Le soin qu’il mit à s’installer, à accrocher les œuvres de sa
collection particulière pour que chacune soit exactement mise en
valeur, fut à coup sûr aussi consciencieux que d’habitude. Il
consacrait à ces problèmes autant d’attention qu’il en apportait en
peinture à disposer une nature morte, à choisir l’angle de vue d’un
paysage, à mettre en page une composition à plusieurs figures, à y
distribuer la meilleure lumière. Ses amis admiraient et redoutaient un
peu – et leurs épouses davantage – son souci de leur suggérer une autre
disposition pour leurs meubles, un autre arrangement pour leurs
bibelots. A condition d’accepter son parti pris purement esthétique et
de négliger la commodité, la sécurité, l’origine familiale,
l’attachement sentimental, les suggestions de Kickert étaient fondées
et judicieuses. Un motif supplémentaire de les trouver exaspérantes...

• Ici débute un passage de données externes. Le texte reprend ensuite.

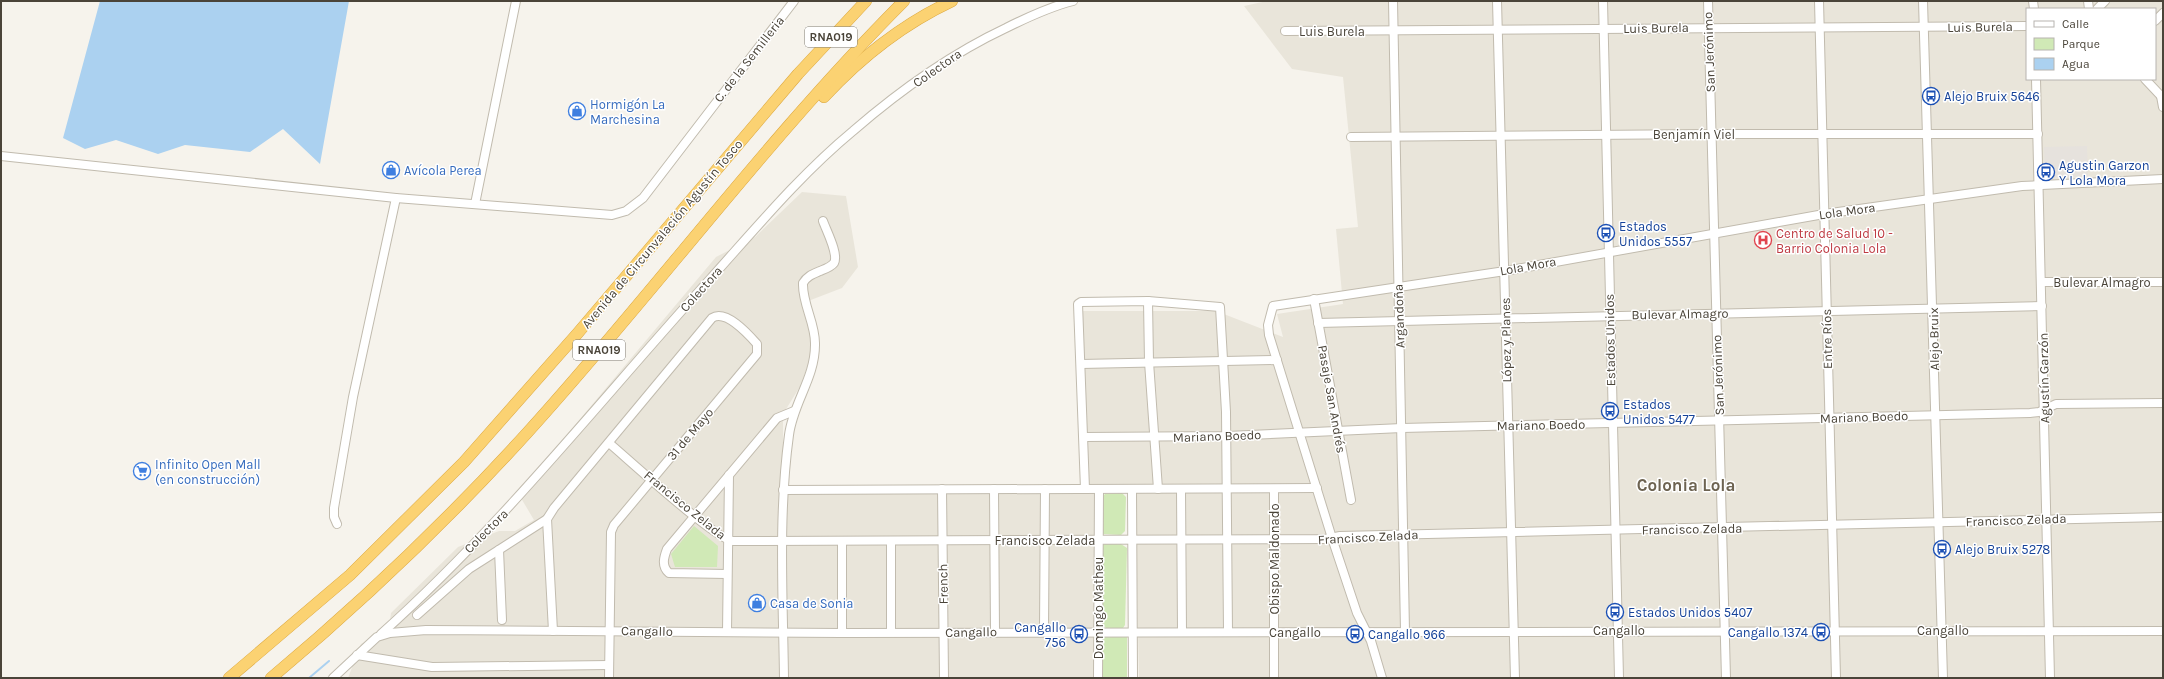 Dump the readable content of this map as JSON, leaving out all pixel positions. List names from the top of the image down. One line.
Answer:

Kickert avait évidemment consacré le même soin auparavant à l’installation de Huize ten Duyne,
sa villa de Zandvoort dont il avait dû se séparer malheureusement en
1912, pour réparer les brèches que son mécénat avait faites dans sa
fortune. Quant à l’appartement du boulevard Raspail, c’est la guerre
qui en priva Kickert.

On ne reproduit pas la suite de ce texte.